## EXERCISE
Pull out every line below that contains the word "note".

## RECORDED DATA
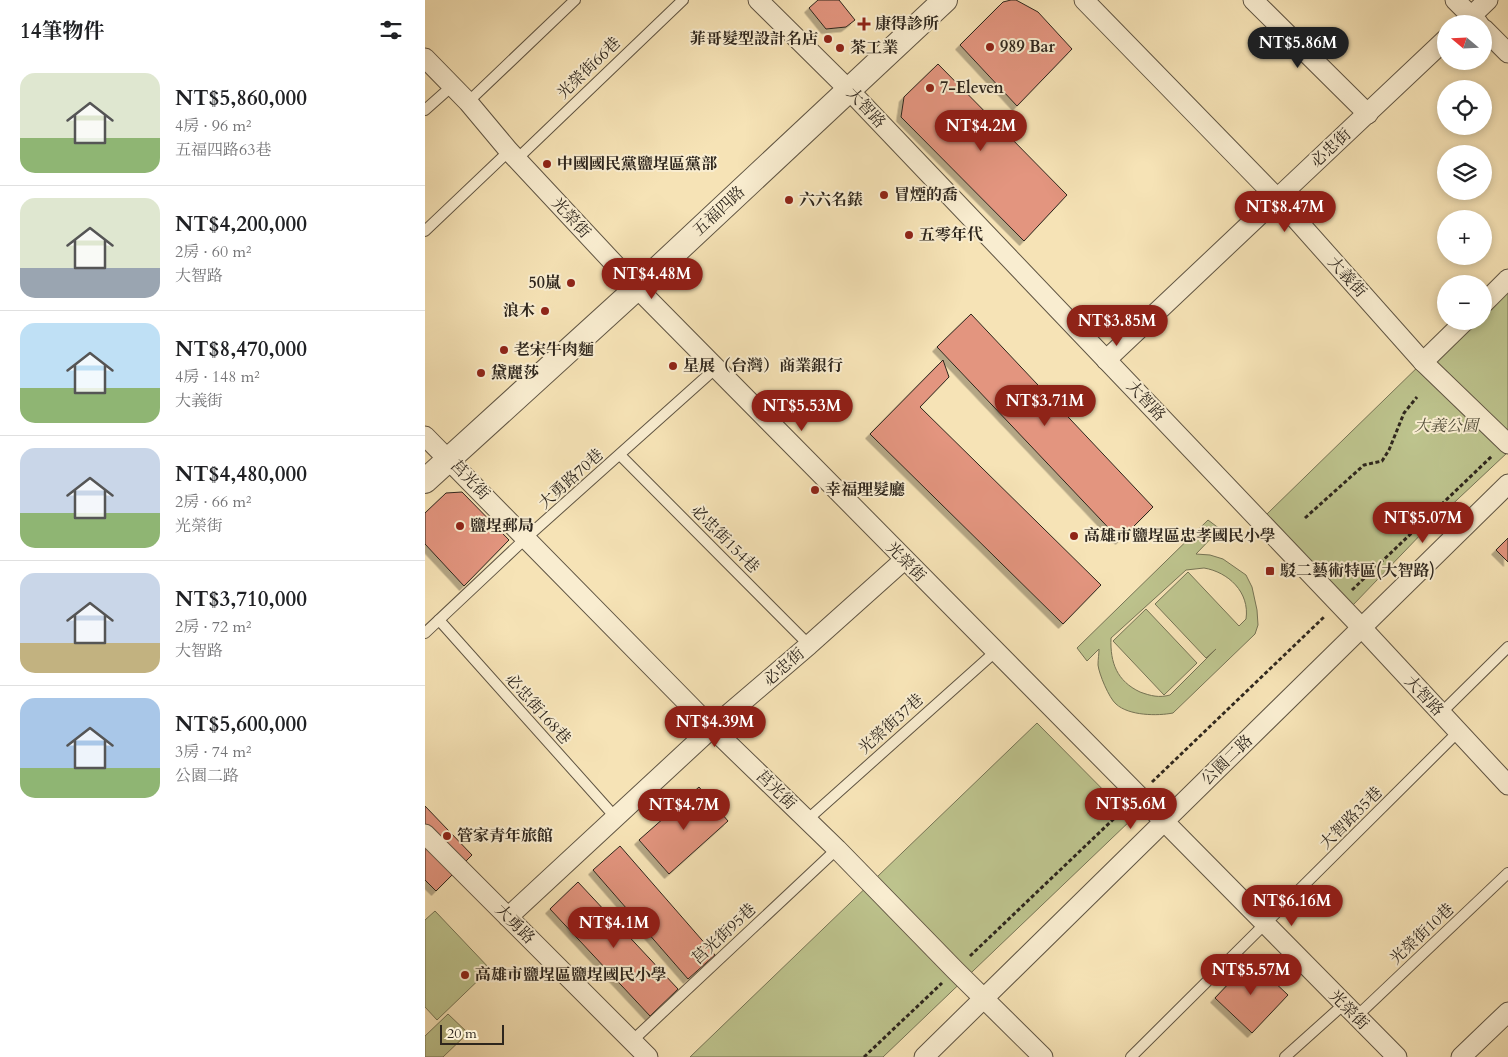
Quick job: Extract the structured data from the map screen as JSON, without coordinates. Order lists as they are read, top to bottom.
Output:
{
  "streets": {
    "street": [
      "大智路",
      "必忠街",
      "五福四路",
      "光榮街",
      "大義街",
      "莒光街",
      "公園二路",
      "大勇路"
    ],
    "lane": [
      "光榮街66巷",
      "大勇路70巷",
      "必忠街154巷",
      "必忠街168巷",
      "光榮街37巷",
      "大智路35巷",
      "莒光街95巷",
      "光榮街10巷"
    ]
  },
  "crossings": [
    ["光榮街66巷", "光榮街"],
    ["大智路", "必忠街"],
    ["大智路", "五福四路"],
    ["大智路", "公園二路"],
    ["大智路", "大智路35巷"],
    ["必忠街", "光榮街"],
    ["必忠街", "大義街"],
    ["必忠街", "莒光街"],
    ["必忠街", "必忠街154巷"],
    ["必忠街", "必忠街168巷"],
    ["必忠街", "大勇路"],
    ["五福四路", "光榮街"],
    ["五福四路", "莒光街"],
    ["光榮街", "大勇路70巷"],
    ["光榮街", "光榮街37巷"],
    ["光榮街", "公園二路"],
    ["光榮街", "大智路35巷"],
    ["光榮街", "光榮街10巷"],
    ["大勇路70巷", "莒光街"],
    ["大勇路70巷", "必忠街154巷"],
    ["大勇路70巷", "必忠街168巷"],
    ["莒光街", "光榮街37巷"],
    ["莒光街", "公園二路"],
    ["莒光街", "莒光街95巷"],
    ["大勇路", "莒光街95巷"]
  ],
  "parks": ["大義公園"],
  "places": {
    "health": ["康得診所"],
    "other": [
      "菲哥髮型設計名店",
      "989 Bar",
      "茶工業",
      "7-Eleven",
      "中國國民黨鹽埕區黨部",
      "冒煙的喬",
      "六六名錶",
      "五零年代",
      "50嵐",
      "浪木",
      "老宋牛肉麵",
      "星展（台灣）商業銀行",
      "黛麗莎",
      "幸福理髮廳",
      "鹽埕郵局",
      "高雄市鹽埕區忠孝國民小學",
      "管家青年旅館",
      "高雄市鹽埕區鹽埕國民小學"
    ],
    "transit": ["駁二藝術特區(大智路)"]
  },
  "scale_bar": "20 m",
  "north": "left",
  "page": {
    "heading": "14筆物件",
    "map_buttons": ["+", "−"],
    "price": [
      "NT$5.86M",
      "NT$4.2M",
      "NT$8.47M",
      "NT$4.48M",
      "NT$3.85M",
      "NT$3.71M",
      "NT$5.53M",
      "NT$5.07M",
      "NT$4.39M",
      "NT$5.6M",
      "NT$4.7M",
      "NT$6.16M",
      "NT$4.1M",
      "NT$5.57M"
    ],
    "list": [
      {
        "name": "NT$5,860,000",
        "note": "4房 · 96 m² · 五福四路63巷"
      },
      {
        "name": "NT$4,200,000",
        "note": "2房 · 60 m² · 大智路"
      },
      {
        "name": "NT$8,470,000",
        "note": "4房 · 148 m² · 大義街"
      },
      {
        "name": "NT$4,480,000",
        "note": "2房 · 66 m² · 光榮街"
      },
      {
        "name": "NT$3,710,000",
        "note": "2房 · 72 m² · 大智路"
      },
      {
        "name": "NT$5,600,000",
        "note": "3房 · 74 m² · 公園二路"
      }
    ],
    "scale": "20 m"
  }
}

## TASK ANSWER
        "note": "4房 · 96 m² · 五福四路63巷"
        "note": "2房 · 60 m² · 大智路"
        "note": "4房 · 148 m² · 大義街"
        "note": "2房 · 66 m² · 光榮街"
        "note": "2房 · 72 m² · 大智路"
        "note": "3房 · 74 m² · 公園二路"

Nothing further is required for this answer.